YOUR OBJECTIVE:
When you come to a picture, pass over it, and set down the entries below exactly.

(Saved entries)
══════════════════════════════
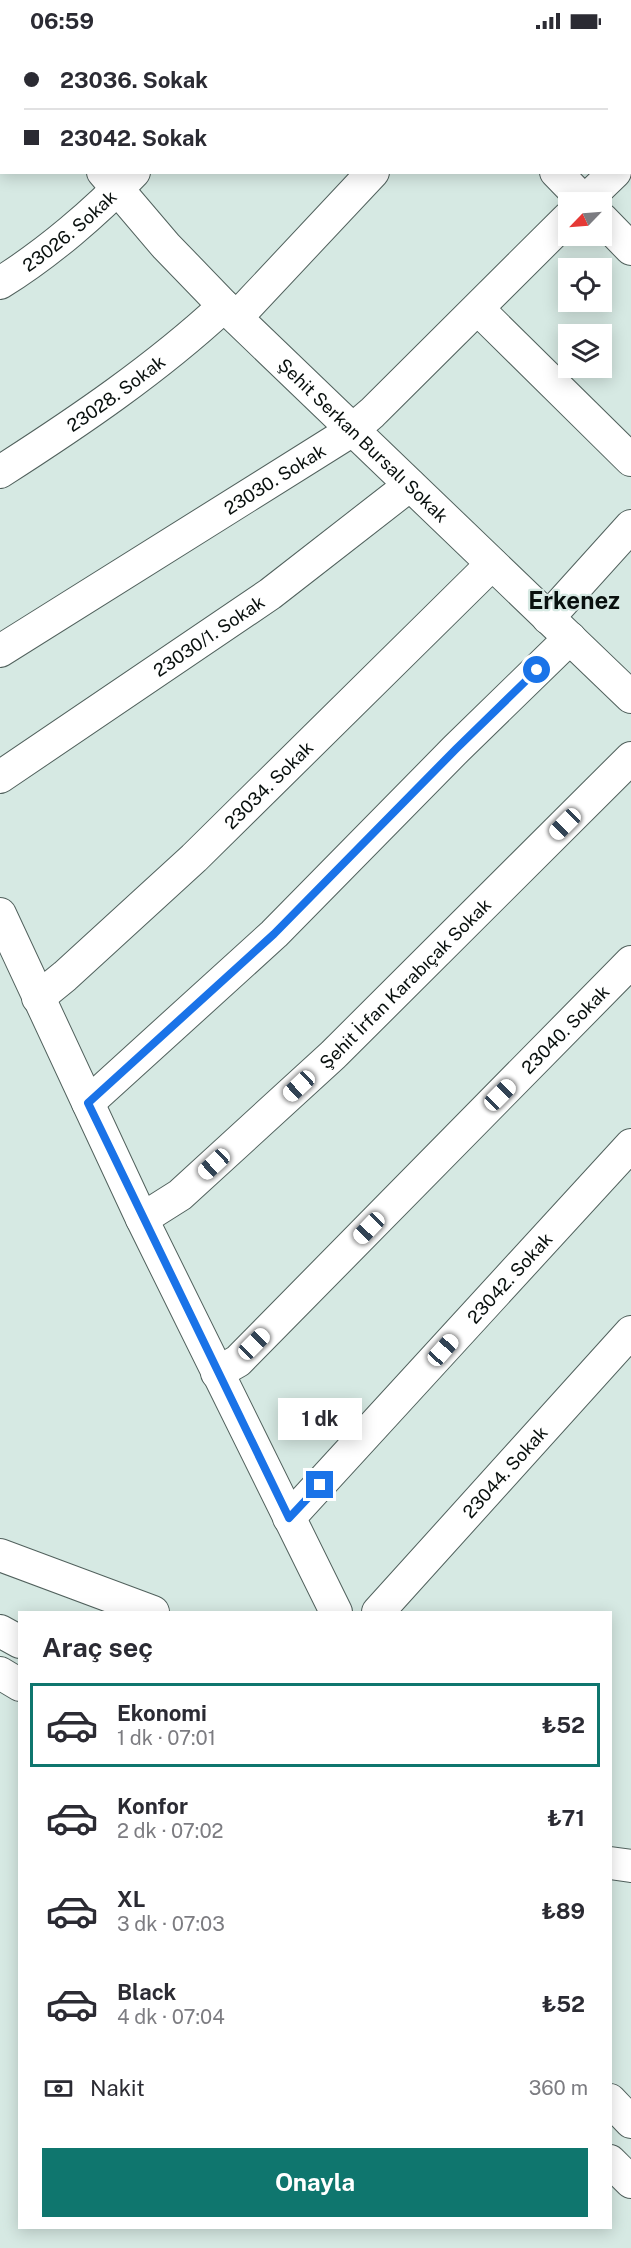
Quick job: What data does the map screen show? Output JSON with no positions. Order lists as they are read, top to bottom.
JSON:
{
  "streets": {
    "street": [
      "23026. Sokak",
      "23028. Sokak",
      "Şehit Serkan Bursalı Sokak",
      "23030. Sokak",
      "23030/1. Sokak",
      "23034. Sokak",
      "Şehit İrfan Karabıçak Sokak",
      "23040. Sokak",
      "23042. Sokak",
      "23044. Sokak"
    ]
  },
  "crossings": [
    ["23026. Sokak", "Şehit Serkan Bursalı Sokak"],
    ["23028. Sokak", "Şehit Serkan Bursalı Sokak"],
    ["Şehit Serkan Bursalı Sokak", "23030. Sokak"],
    ["Şehit Serkan Bursalı Sokak", "23030/1. Sokak"],
    ["Şehit Serkan Bursalı Sokak", "23034. Sokak"]
  ],
  "districts": ["Erkenez"],
  "north": "bottom left",
  "page": {
    "status": "06:59",
    "banner": ["23036. Sokak", "23042. Sokak"],
    "bubble": "1 dk",
    "heading": "Araç seç",
    "list": [
      {
        "name": "Ekonomi",
        "note": "1 dk · 07:01",
        "value": "₺52"
      },
      {
        "name": "Konfor",
        "note": "2 dk · 07:02",
        "value": "₺71"
      },
      {
        "name": "XL",
        "note": "3 dk · 07:03",
        "value": "₺89"
      },
      {
        "name": "Black",
        "note": "4 dk · 07:04",
        "value": "₺52"
      }
    ],
    "pay": ["Nakit", "360 m"],
    "buttons": "Onayla"
  }
}
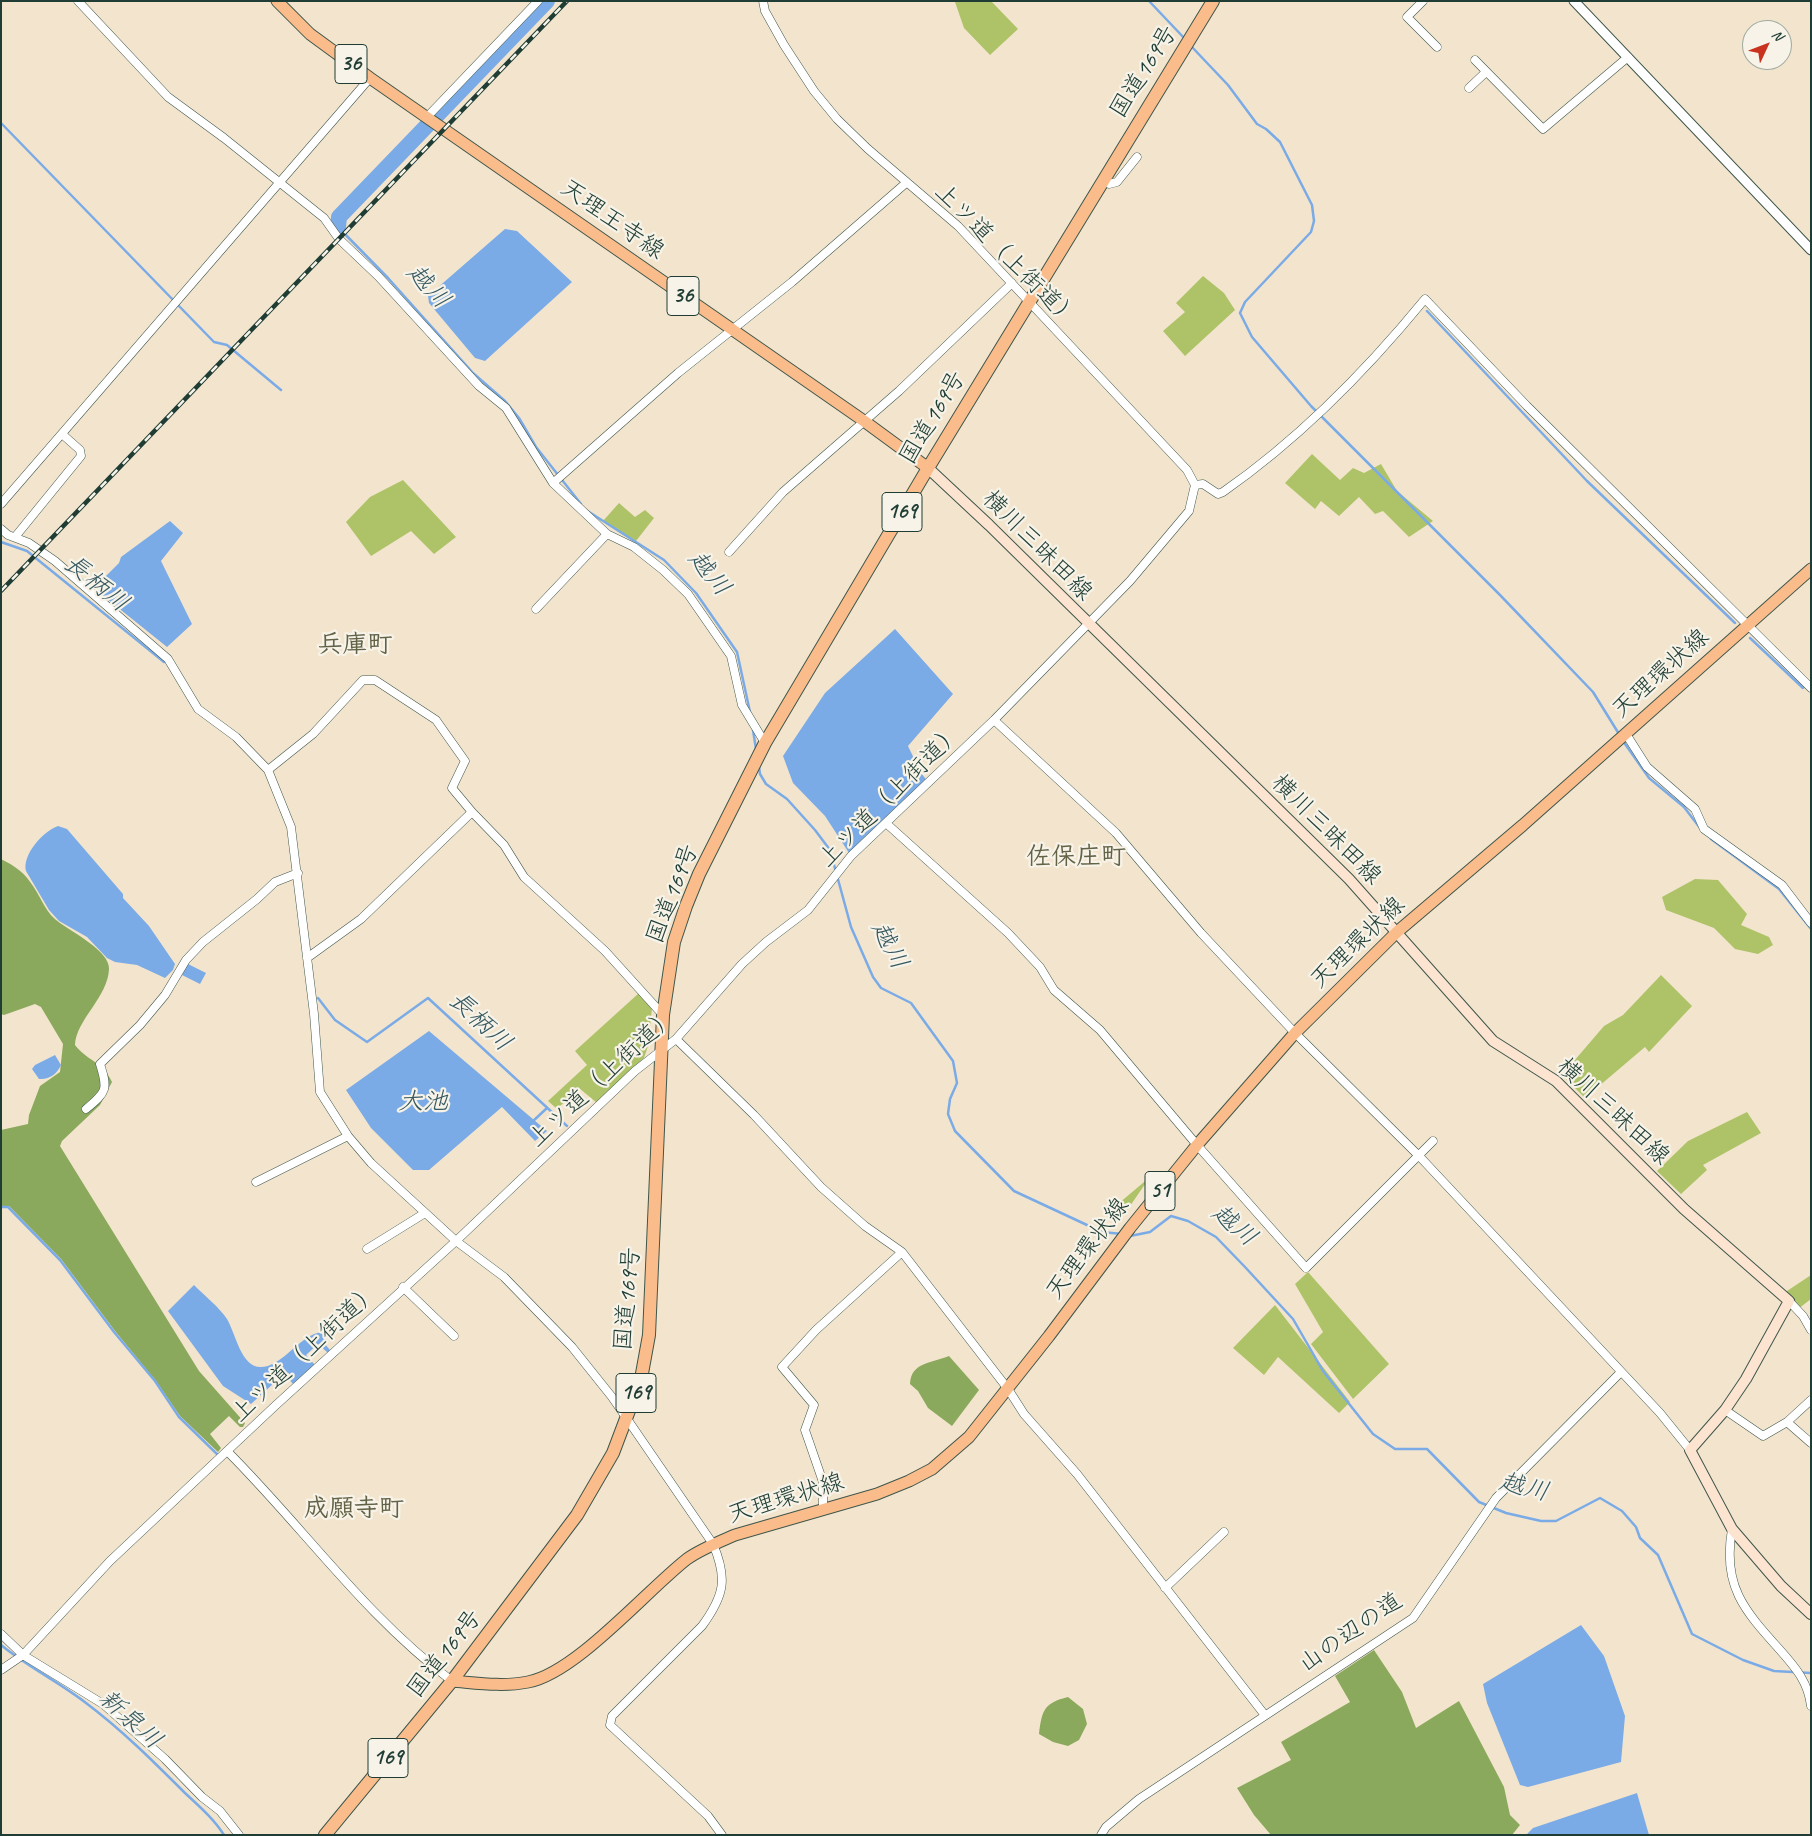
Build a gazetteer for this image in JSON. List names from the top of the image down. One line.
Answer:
{"streets":{"highway":["国道169号","169"],"main road":["36","天理王寺線","横川三昧田線","天理環状線","51"],"street":["上ツ道（上街道）","山の辺の道"]},"crossings":[["国道169号","天理王寺線"],["国道169号","上ツ道（上街道）"],["国道169号","横川三昧田線"],["国道169号","天理環状線"],["天理王寺線","横川三昧田線"],["上ツ道（上街道）","横川三昧田線"],["横川三昧田線","天理環状線"]],"districts":["兵庫町","佐保庄町","成願寺町"],"water":["越川","長柄川","大池","新泉川"],"north":"top right"}
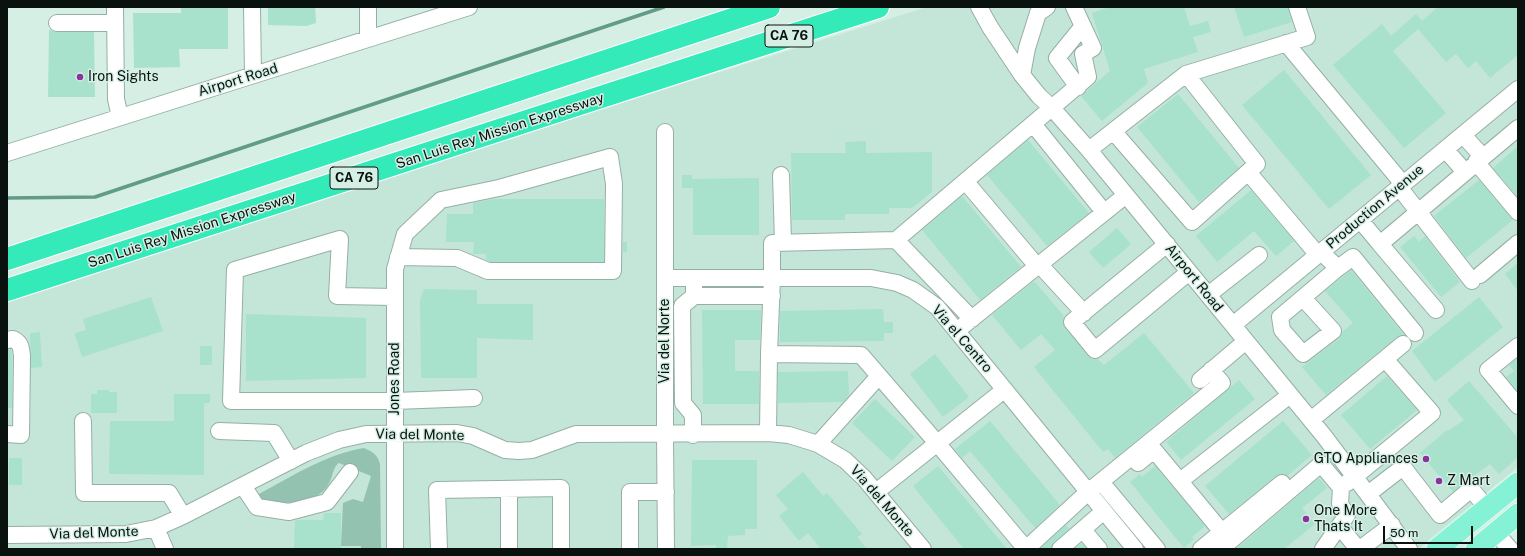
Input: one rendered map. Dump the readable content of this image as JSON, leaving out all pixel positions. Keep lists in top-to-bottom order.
{
  "streets": {
    "highway": ["CA 76", "San Luis Rey Mission Expressway"],
    "street": [
      "Airport Road",
      "Production Avenue",
      "Via el Centro",
      "Via del Norte",
      "Jones Road",
      "Via del Monte"
    ]
  },
  "crossings": [
    ["Airport Road", "Production Avenue"],
    ["Via el Centro", "Via del Norte"],
    ["Via del Norte", "Via del Monte"],
    ["Jones Road", "Via del Monte"]
  ],
  "places": [
    "Iron Sights",
    "GTO Appliances",
    "Z Mart",
    "One More Thats It"
  ],
  "scale_bar": "50 m"
}
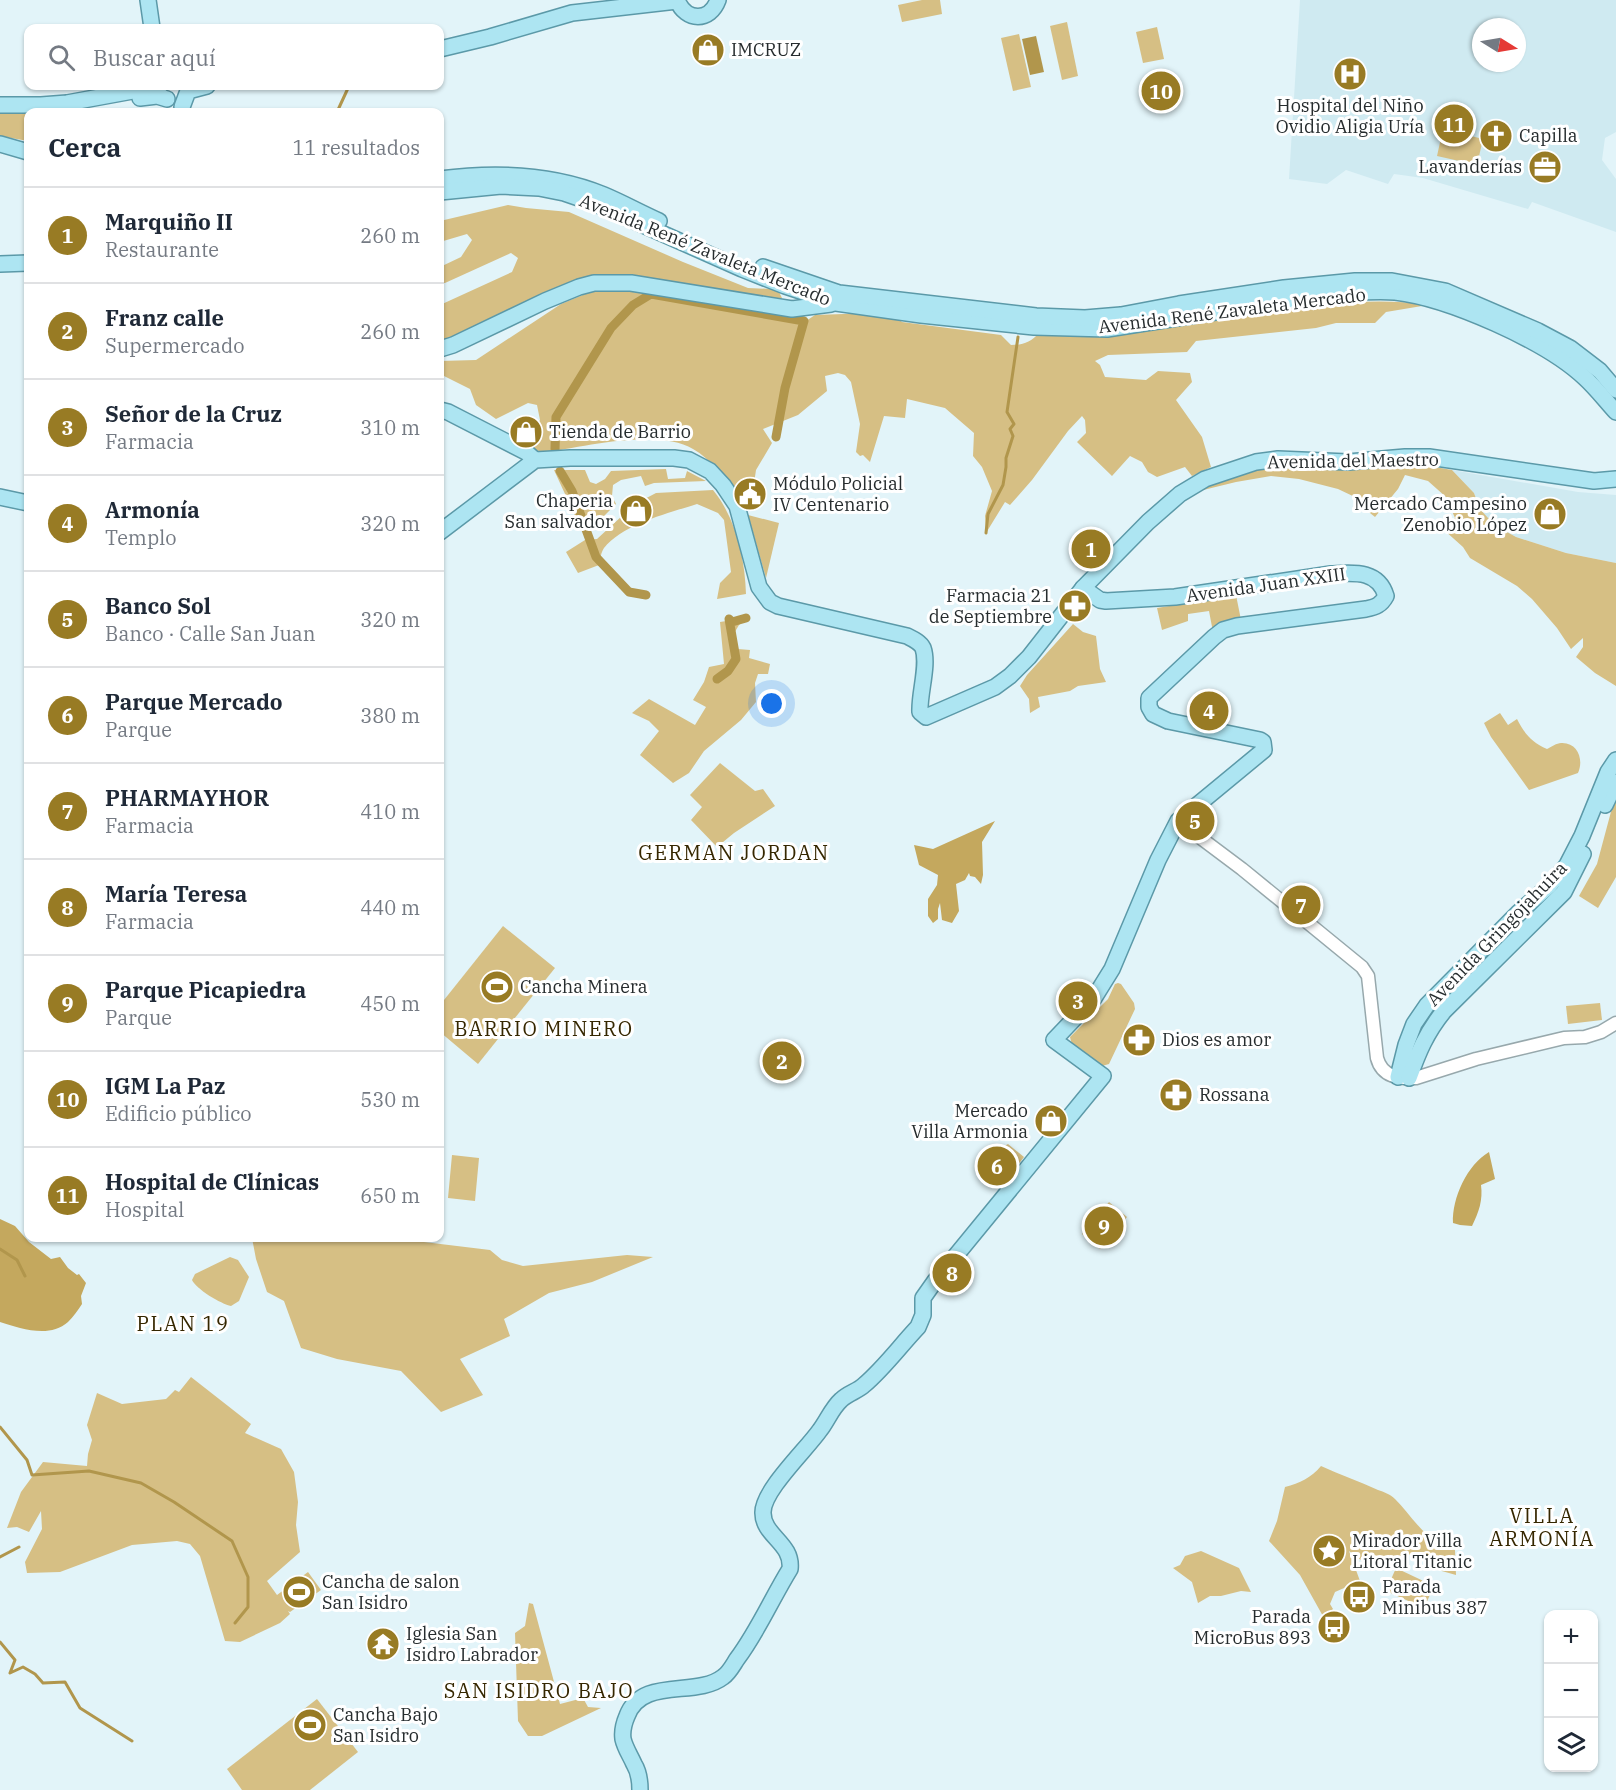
══════════════════════════════
RESULT OF THE TASK:
Quick job: What data does the map screen show? Output JSON with no positions. Order lists as they are read, top to bottom.
JSON:
{
  "streets": {
    "street": [
      "23026. Sokak",
      "23028. Sokak",
      "Şehit Serkan Bursalı Sokak",
      "23030. Sokak",
      "23030/1. Sokak",
      "23034. Sokak",
      "Şehit İrfan Karabıçak Sokak",
      "23040. Sokak",
      "23042. Sokak",
      "23044. Sokak"
    ]
  },
  "crossings": [
    ["23026. Sokak", "Şehit Serkan Bursalı Sokak"],
    ["23028. Sokak", "Şehit Serkan Bursalı Sokak"],
    ["Şehit Serkan Bursalı Sokak", "23030. Sokak"],
    ["Şehit Serkan Bursalı Sokak", "23030/1. Sokak"],
    ["Şehit Serkan Bursalı Sokak", "23034. Sokak"]
  ],
  "districts": ["Erkenez"],
  "north": "bottom left",
  "page": {
    "status": "06:59",
    "banner": ["23036. Sokak", "23042. Sokak"],
    "bubble": "1 dk",
    "heading": "Araç seç",
    "list": [
      {
        "name": "Ekonomi",
        "note": "1 dk · 07:01",
        "value": "₺52"
      },
      {
        "name": "Konfor",
        "note": "2 dk · 07:02",
        "value": "₺71"
      },
      {
        "name": "XL",
        "note": "3 dk · 07:03",
        "value": "₺89"
      },
      {
        "name": "Black",
        "note": "4 dk · 07:04",
        "value": "₺52"
      }
    ],
    "pay": ["Nakit", "360 m"],
    "buttons": "Onayla"
  }
}
Build a gazetteer for this image in JSON. List names from the top of the image down. One line.
Answer:
{"streets":{"highway":["国道169号","169"],"main road":["36","天理王寺線","横川三昧田線","天理環状線","51"],"street":["上ツ道（上街道）","山の辺の道"]},"crossings":[["国道169号","天理王寺線"],["国道169号","上ツ道（上街道）"],["国道169号","横川三昧田線"],["国道169号","天理環状線"],["天理王寺線","横川三昧田線"],["上ツ道（上街道）","横川三昧田線"],["横川三昧田線","天理環状線"]],"districts":["兵庫町","佐保庄町","成願寺町"],"water":["越川","長柄川","大池","新泉川"],"north":"top right"}
Input: one rendered map. Dump the readable content of this image as JSON, leaving out all pixel positions. Keep lists in top-to-bottom order.
{
  "streets": {
    "highway": ["CA 76", "San Luis Rey Mission Expressway"],
    "street": [
      "Airport Road",
      "Production Avenue",
      "Via el Centro",
      "Via del Norte",
      "Jones Road",
      "Via del Monte"
    ]
  },
  "crossings": [
    ["Airport Road", "Production Avenue"],
    ["Via el Centro", "Via del Norte"],
    ["Via del Norte", "Via del Monte"],
    ["Jones Road", "Via del Monte"]
  ],
  "places": [
    "Iron Sights",
    "GTO Appliances",
    "Z Mart",
    "One More Thats It"
  ],
  "scale_bar": "50 m"
}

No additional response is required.